There's also a speed-accuracy tradeoff thing. Take typing, again. I type really fast but
make a lot of mistakes. I'm constantly backspacing. I sometimes think
of it as "agile typing" but honestly, I could probably be faster in the
long run if I simply made fewer typos. You can invest time in
accuracy by slowing down, checking your work - and moving away from the typing metaphor - implementing test-driven
development and peer review and by simply concentrating on going slow.
Somewhere there's a sweet spot - the trick is finding it. It's quite possible that slowing down will make you more productive in the
long run.
My team right now is howling at the checkin procedures. It did have an "unnecessary" step of requiring an email approval before checking it. It was, in my mind, a purposeful slowing down so that people would do the right thing.
If you have 50 people on your team and they each only check-in twice a day, it only take 1 bad checkin in a 100 from one person to mean that your build is broken everyday.
Spending extra time to make sure you don't keep your team from being able to work is an automatic in all "large" team formats.
Posted by: Chris Busse | February 12, 2007 at 01:35 AM
Nice post.
You can also train your keyboard typing skills on the words you usually write to make less typos.

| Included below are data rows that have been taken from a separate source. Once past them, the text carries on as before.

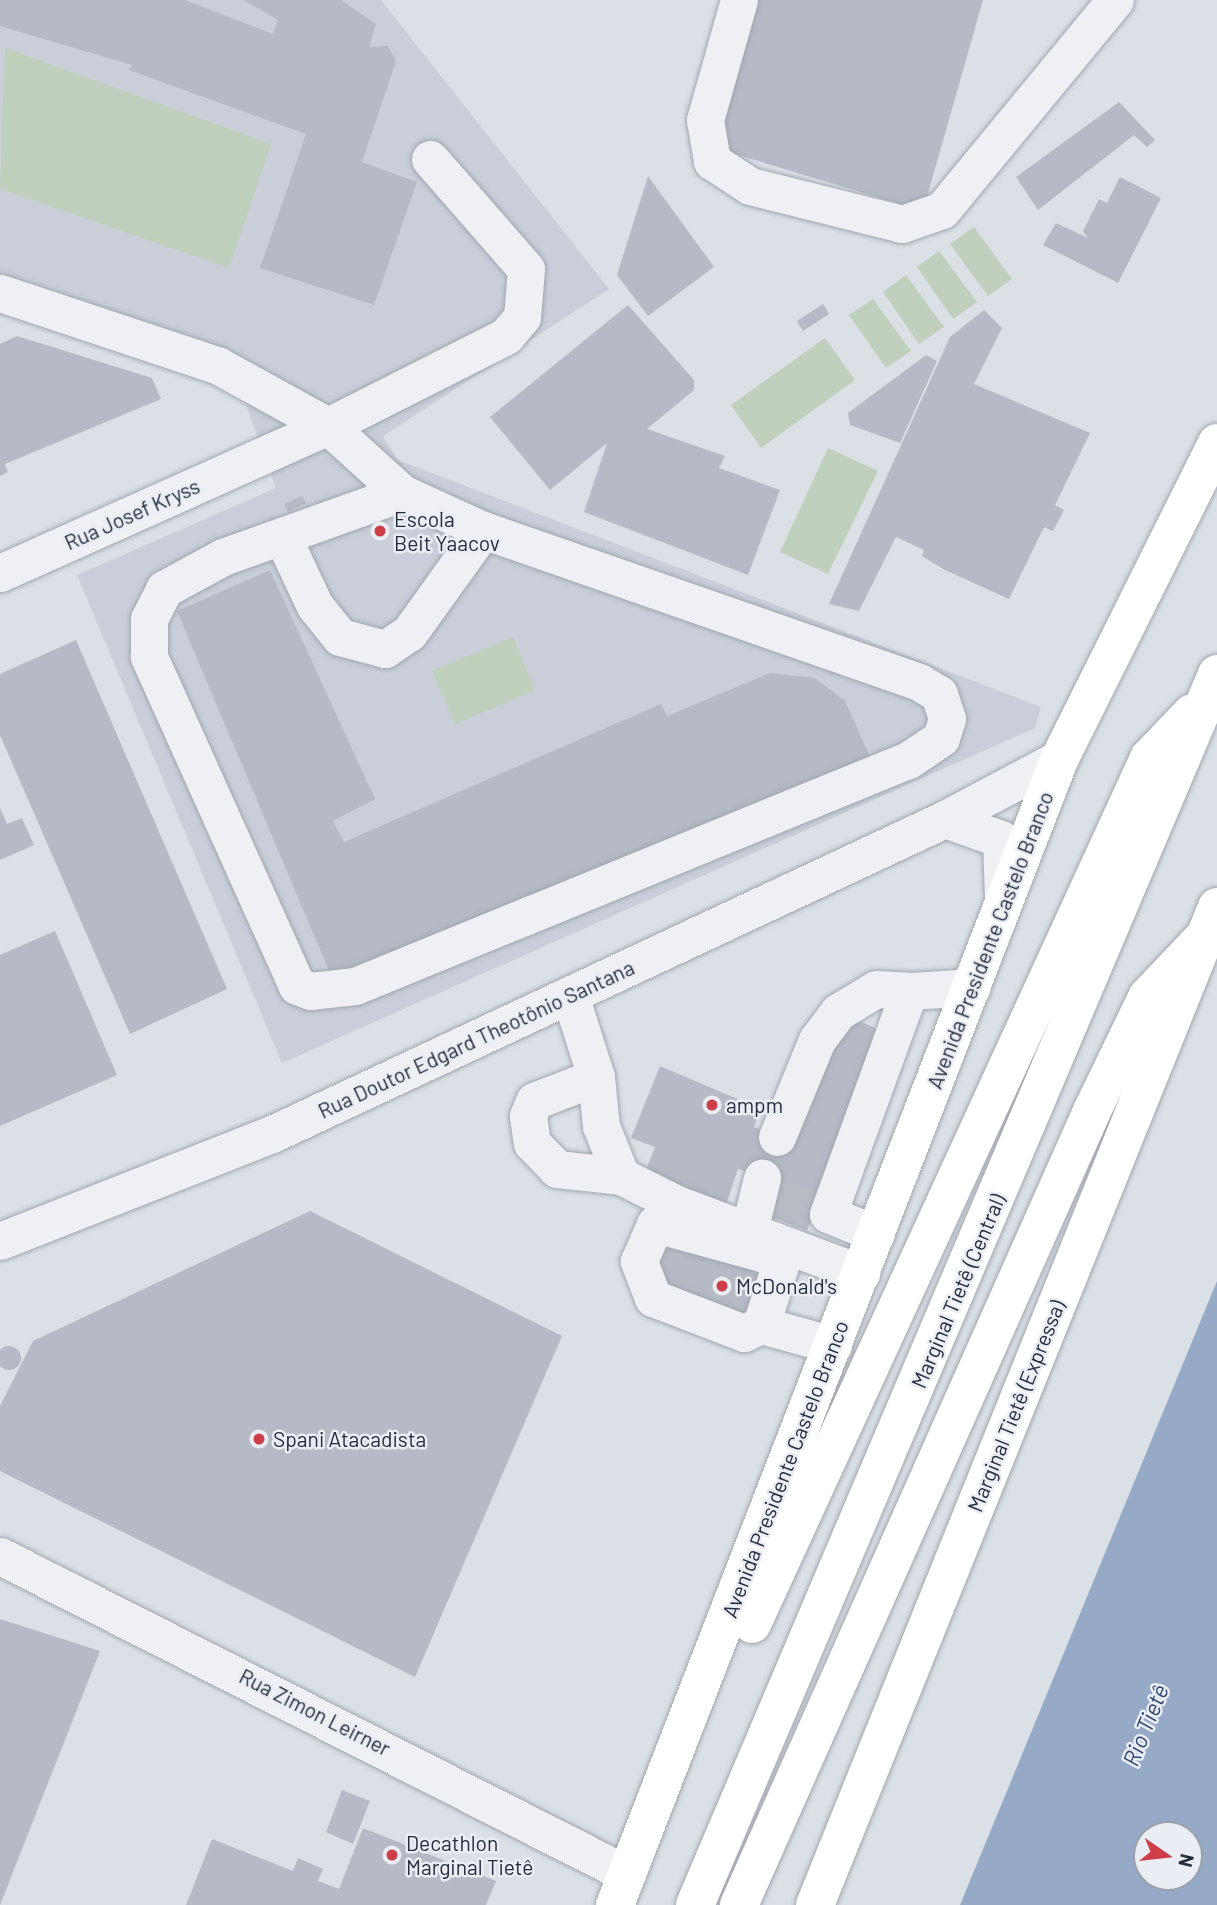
<!DOCTYPE html>
<html>
<head>
<meta charset="utf-8">
<style>
	body { margin:0 }
	#map { position:relative; width:1217px; height:1905px; overflow:hidden; background:#dbdfe6; font-family:Barlow,sans-serif }
	div>[style] { position:absolute }
	[style*='--x'] { left:calc(var(--x)*1px); top:calc(var(--y)*1px); width:calc(var(--w)*1px); rotate:calc(var(--a)*1deg) }
	.built>* { inset:0; background:#c9ced8 }
	.green>* { inset:0; background:#c0d0bc }
	.water>* { inset:0; background:#96aac7 }
	.building>* { inset:0; background:#b6bac5 }
	.round { border-radius:50% }
	.minor-tunnel>* { height:37px; margin-top:-18.5px; transform-origin:0; background:repeating-linear-gradient(90deg,#b7bbc4 0 37px,transparent 0 55px) }
	.roads { filter:drop-shadow(0 0 2px #a1a6b0) drop-shadow(0 0 2px #a1a6b0) }
	.minor>* { height:37px; margin:-18.5px; padding:0 18.5px; transform-origin:18.5px; border-radius:18.5px; background:#eef0f4 }
	.highway>* { height:38px; margin:-19px; padding:0 19px; transform-origin:19px; border-radius:19px; background:#fff }
	.dots>* { width:19px; height:19px; translate:-50% -50%; box-sizing:border-box; border:4px solid #eaeef4; border-radius:50% }
	span { translate:-50% -50%; white-space:nowrap; text-align:center; line-height:1.15; -webkit-text-stroke:5px #eaeef4; paint-order:stroke }
	.street-label { font-size:21px; color:#252c3c }
	.poi-label { font-size:21px; color:#252c3c }
	.left { translate:0 -50%; text-align:left }
	.water-label { font-size:23px; color:#30486f; font-style:italic }
	.north { position:absolute; left:1133px; top:1821px; width:70px; height:70px; box-sizing:border-box; background:#eaeef4; border:2px solid #9ba0aa; border-radius:50%; rotate:104deg; font-size:19px; font-weight:700; line-height:28px; text-align:center; color:#252c3c }
	.north::after { content:''; display:block; margin:auto; width:24px; height:32px; background:#cd3e49; clip-path:polygon(50% 0,100% 100%,50% 72%,0 100%) }
</style>
</head>
<body>
<div id="map">
	<div class="built">
		<div style="clip-path:polygon(0 0,381px 0,609px 289px,383px 436px,398px 460px,1041px 707px,1035px 728px,282px 1063px,77px 575px,276px 488px,240px 387px,0 310px)"></div>
	</div>
	<div class="green">
		<div style="clip-path:polygon(5px 48px,271px 144px,229px 268px,0 189px)"></div>
		<div style="clip-path:polygon(974px 227px,1012px 279px,988px 296px,950px 244px)"></div>
		<div style="clip-path:polygon(939px 251px,977px 302px,953px 319px,917px 267px)"></div>
		<div style="clip-path:polygon(906px 275px,944px 327px,919px 344px,883px 292px)"></div>
		<div style="clip-path:polygon(873px 299px,911px 351px,886px 368px,849px 315px)"></div>
		<div style="clip-path:polygon(825px 338px,855px 380px,761px 448px,731px 405px)"></div>
		<div style="clip-path:polygon(828px 448px,878px 471px,828px 574px,780px 552px)"></div>
		<div style="clip-path:polygon(513px 637px,535px 690px,455px 724px,432px 671px)"></div>
	</div>
	<div class="water">
		<div style="clip-path:polygon(evenodd,1217px 1281px,1217px 1905px,960px 1905px,1217px 1281px,1147px 1835px,1189px 1835px,1189px 1877px,1147px 1877px,1147px 1835px)"></div>
	</div>
	<div class="building">
		<div style="clip-path:polygon(0 0,185px 0,273px 34px,278px 20px,244px 0,341px 0,376px 24px,369px 47px,388px 46px,396px 61px,362px 162px,417px 182px,374px 305px,260px 268px,306px 134px,129px 70px,132px 65px,0 26px)"></div>
		<div style="clip-path:polygon(749px 0,983px 0,923px 211px,712px 147px)"></div>
		<div style="clip-path:polygon(1119px 102px,1155px 140px,1147px 147px,1134px 135px,1038px 210px,1016px 177px)"></div>
		<div style="clip-path:polygon(648px 176px,714px 267px,648px 316px,617px 275px)"></div>
		<div style="clip-path:polygon(1120px 177px,1161px 198px,1118px 283px,1043px 245px,1056px 223px,1088px 238px,1083px 231px,1099px 199px,1107px 203px)"></div>
		<div style="clip-path:polygon(823px 304px,829px 314px,803px 331px,797px 321px)"></div>
		<div style="clip-path:polygon(628px 305px,694px 380px,694px 390px,647px 429px,725px 456px,719px 468px,780px 490px,748px 575px,584px 512px,607px 443px,550px 490px,490px 417px)"></div>
		<div style="clip-path:polygon(984px 310px,1002px 328px,974px 384px,1090px 433px,1055px 505px,1064px 510px,1053px 531px,1044px 527px,1009px 599px,945px 570px,922px 556px,924px 550px,896px 537px,859px 611px,829px 604px,950px 337px)"></div>
		<div style="clip-path:polygon(17px 336px,152px 378px,161px 399px,5px 464px,8px 472px,0 476px,0 344px)"></div>
		<div style="clip-path:polygon(926px 355px,937px 361px,900px 443px,850px 425px,848px 413px)"></div>
		<div style="clip-path:polygon(302px 496px,306px 503px,288px 512px,284px 504px)"></div>
		<div style="clip-path:polygon(270px 570px,375px 799px,333px 821px,344px 842px,661px 704px,667px 716px,770px 673px,815px 678px,845px 701px,870px 757px,332px 978px,177px 611px)"></div>
		<div style="clip-path:polygon(76px 640px,227px 989px,130px 1034px,0 735px,0 674px)"></div>
		<div style="clip-path:polygon(0 808px,7px 824px,22px 818px,34px 845px,0 860px)"></div>
		<div style="clip-path:polygon(55px 931px,117px 1075px,0 1126px,0 955px)"></div>
		<div style="clip-path:polygon(844px 1015px,885px 1032px,807px 1231px,767px 1215px,778px 1184px,738px 1169px,726px 1205px,644px 1175px,655px 1147px,631px 1138px,660px 1066px,761px 1109px,754px 1127px,794px 1144px)"></div>
		<div style="clip-path:polygon(310px 1211px,562px 1336px,415px 1677px,0 1471px,0 1406px,33px 1341px)"></div>
		<div style="clip-path:polygon(670px 1235px,763px 1269px,745px 1318px,652px 1285px)"></div>
		<div class="round" style="left:-3px;top:1346px;width:24px;height:24px"></div>
		<div style="clip-path:polygon(0 1619px,100px 1651px,0 1905px)"></div>
		<div style="clip-path:polygon(342px 1790px,370px 1801px,353px 1844px,326px 1832px)"></div>
		<div style="clip-path:polygon(363px 1828px,496px 1881px,486px 1905px,186px 1905px,212px 1839px,293px 1871px,298px 1858px,323px 1869px,318px 1881px,339px 1889px)"></div>
	</div>
	<div class="minor-tunnel">
		<div style="--x:773;--y:1195;--w:44;--a:18.4"></div>
	</div>
	<div class="roads">
		<div class="minor">
			<div style="--x:739;--y:0;--w:125;--a:105.8"></div>
			<div style="--x:705;--y:120;--w:42;--a:80.3"></div>
			<div style="--x:712;--y:161;--w:45;--a:33.3"></div>
			<div style="--x:750;--y:186;--w:157;--a:14"></div>
			<div style="--x:902;--y:224;--w:42;--a:-19.3"></div>
			<div style="--x:942;--y:210;--w:272;--a:-50.5"></div>
			<div style="--x:0;--y:293;--w:229;--a:18.4"></div>
			<div style="--x:217;--y:365;--w:127;--a:28.8"></div>
			<div style="--x:328;--y:426;--w:100;--a:42.2"></div>
			<div style="--x:402;--y:493;--w:89;--a:24.6"></div>
			<div style="--x:483;--y:530;--w:462;--a:19.2"></div>
			<div style="--x:919;--y:682;--w:23;--a:31"></div>
			<div style="--x:939;--y:694;--w:26;--a:72"></div>
			<div style="--x:947;--y:719;--w:20;--a:108"></div>
			<div style="--x:941;--y:738;--w:40;--a:146"></div>
			<div style="--x:908;--y:760;--w:597;--a:157.77"></div>
			<div style="--x:355;--y:986;--w:44;--a:173.5"></div>
			<div style="--x:311;--y:991;--w:15;--a:-160"></div>
			<div style="--x:297;--y:986;--w:362;--a:-114.2"></div>
			<div style="--x:149;--y:656;--w:37;--a:-90"></div>
			<div style="--x:149;--y:619;--w:34;--a:-63"></div>
			<div style="--x:164;--y:589;--w:67;--a:-28.5"></div>
			<div style="--x:223;--y:557;--w:190;--a:-19.7"></div>
			<div style="--x:282;--y:536;--w:77;--a:64.8"></div>
			<div style="--x:315;--y:606;--w:40;--a:51"></div>
			<div style="--x:340;--y:637;--w:47;--a:14.9"></div>
			<div style="--x:385;--y:649;--w:29;--a:-34"></div>
			<div style="--x:409;--y:633;--w:127;--a:-54.3"></div>
			<div style="--x:0;--y:573;--w:359;--a:-24.1"></div>
			<div style="--x:328;--y:426;--w:199;--a:-26.8"></div>
			<div style="--x:506;--y:336;--w:25;--a:-50"></div>
			<div style="--x:522;--y:317;--w:48;--a:-85.2"></div>
			<div style="--x:526;--y:269;--w:146;--a:-131.1"></div>
			<div style="--x:945;--y:819;--w:59;--a:19.7"></div>
			<div style="--x:1001;--y:839;--w:59;--a:88.1"></div>
			<div style="--x:570;--y:995;--w:86;--a:72.4"></div>
			<div style="--x:596;--y:1077;--w:49;--a:84.2"></div>
			<div style="--x:601;--y:1126;--w:54;--a:68.2"></div>
			<div style="--x:596;--y:1077;--w:66;--a:158.8"></div>
			<div style="--x:534;--y:1101;--w:16;--a:112"></div>
			<div style="--x:528;--y:1116;--w:27;--a:82"></div>
			<div style="--x:532;--y:1143;--w:36;--a:46"></div>
			<div style="--x:557;--y:1169;--w:64;--a:6.2"></div>
			<div style="--x:621;--y:1176;--w:63;--a:26.6"></div>
			<div style="--x:677;--y:1204;--w:197;--a:20.6"></div>
			<div style="--x:777;--y:1137;--w:105;--a:-67.6"></div>
			<div style="--x:817;--y:1040;--w:35;--a:-53"></div>
			<div style="--x:838;--y:1012;--w:44;--a:-31.2"></div>
			<div style="--x:876;--y:989;--w:33;--a:3"></div>
			<div style="--x:655;--y:1224;--w:110;--a:15.3"></div>
			<div style="--x:761;--y:1253;--w:26;--a:-13"></div>
			<div style="--x:786;--y:1247;--w:82;--a:107.8"></div>
			<div style="--x:761;--y:1325;--w:19;--a:155"></div>
			<div style="--x:744;--y:1333;--w:97;--a:-159"></div>
			<div style="--x:653;--y:1298;--w:40;--a:-111"></div>
			<div style="--x:639;--y:1261;--w:40;--a:-66.6"></div>
			<div style="--x:749;--y:1231;--w:55;--a:-76.2"></div>
			<div style="--x:876;--y:1234;--w:52;--a:-157.4"></div>
			<div style="--x:828;--y:1214;--w:237;--a:-70"></div>
			<div style="--x:909;--y:991;--w:63;--a:-3.6"></div>
			<div style="--x:0;--y:1241;--w:292;--a:-21.5"></div>
			<div style="--x:272;--y:1134;--w:743;--a:-25.08"></div>
			<div style="--x:945;--y:819;--w:130;--a:-27.9"></div>
			<div style="--x:761;--y:1325;--w:75;--a:15.5"></div>
			<div style="--x:0;--y:1556;--w:703;--a:26.89"></div>
		</div>
		<div class="highway">
			<div style="--x:752;--y:1624;--w:953;--a:-65.37"></div>
			<div style="--x:1149;--y:758;--w:62;--a:-46.3"></div>
			<div style="--x:615;--y:1905;--w:1230;--a:-68.8"></div>
			<div style="--x:1060;--y:758;--w:352;--a:-63.5"></div>
			<div style="--x:695;--y:1905;--w:1337;--a:-67.02"></div>
			<div style="--x:739;--y:1905;--w:869;--a:-66.03"></div>
			<div style="--x:1092;--y:1111;--w:127;--a:-64.2"></div>
			<div style="--x:1147;--y:997;--w:86;--a:-46.4"></div>
			<div style="--x:815;--y:1905;--w:1076;--a:-68.06"></div>
		</div>
	</div>
	<div class="dots">
		<div style="left:380px;top:531px;background:#cd3e49"></div>
		<div style="left:712px;top:1105px;background:#cd3e49"></div>
		<div style="left:722px;top:1286px;background:#cd3e49"></div>
		<div style="left:259px;top:1439px;background:#cd3e49"></div>
		<div style="left:392px;top:1855px;background:#cd3e49"></div>
	</div>
	<div class="street-label">
		<span style="left:132px;top:514px;rotate:-24deg">Rua Josef Kryss</span>
		<span style="left:990px;top:940px;rotate:-69deg">Avenida Presidente Castelo Branco</span>
		<span style="left:476px;top:1039px;rotate:-25deg">Rua Doutor Edgard Theotônio Santana</span>
		<span style="left:958px;top:1291px;rotate:-67deg">Marginal Tietê (Central)</span>
		<span style="left:1016px;top:1406px;rotate:-68deg">Marginal Tietê (Expressa)</span>
		<span style="left:785px;top:1469px;rotate:-69deg">Avenida Presidente Castelo Branco</span>
		<span style="left:315px;top:1712px;rotate:27deg">Rua Zimon Leirner</span>
	</div>
	<div class="poi-label">
		<span class="left" style="left:394px;top:531px">Escola<br>Beit Yaacov</span>
		<span class="left" style="left:726px;top:1105px">ampm</span>
		<span class="left" style="left:736px;top:1286px">McDonald's</span>
		<span class="left" style="left:273px;top:1439px">Spani Atacadista</span>
		<span class="left" style="left:406px;top:1855px">Decathlon<br>Marginal Tietê</span>
	</div>
	<div class="water-label">
		<span style="left:1145px;top:1725px;rotate:-68deg">Rio Tietê</span>
	</div>
	<div class="north">N</div>
</div>
</body>
</html>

Posted by: CDriK | February 12, 2007 at 06:38 AM
I came across this from a link from another site so my comment may be way later than article. On the part of using tools that make you more efficient I recently bought a Logitech G15 because the macro keys appealed to the programmer side of me that does repetitive parts of code. It helped with some things, like when you have a bunch of long namespaces that you use commonly, but others it hindered performance trying to think how to use it.
I love "Typing of the Dead" I recently got my mom hooked on it when she asked me how she could improve her typing skills (point n peck). In the last month of playing it, she moved away from point n peck and more to typing. Me and my brother compete against each other in it normally, our shortest combined session was kinda funny, not one level lasted more than 3 minutes.
Typing speed I found wasn't as much related to hand dexterity (I'm also a guitarist so my dexterity could just be at it's optimum), but more so knowledge of spelling and grammar. As my spelling and grammar got better I found I can type a lot more words per hour even if the words per minute decreased from using bigger words. But also it trained my brain to find connections between words to get things across better, in the code terms, I learned how to combine different keywords in ways I never thought before from just normal vocabulary exercises. Which of course resulted in better performing code and more components (broad definition) that worked in a shorter period of time.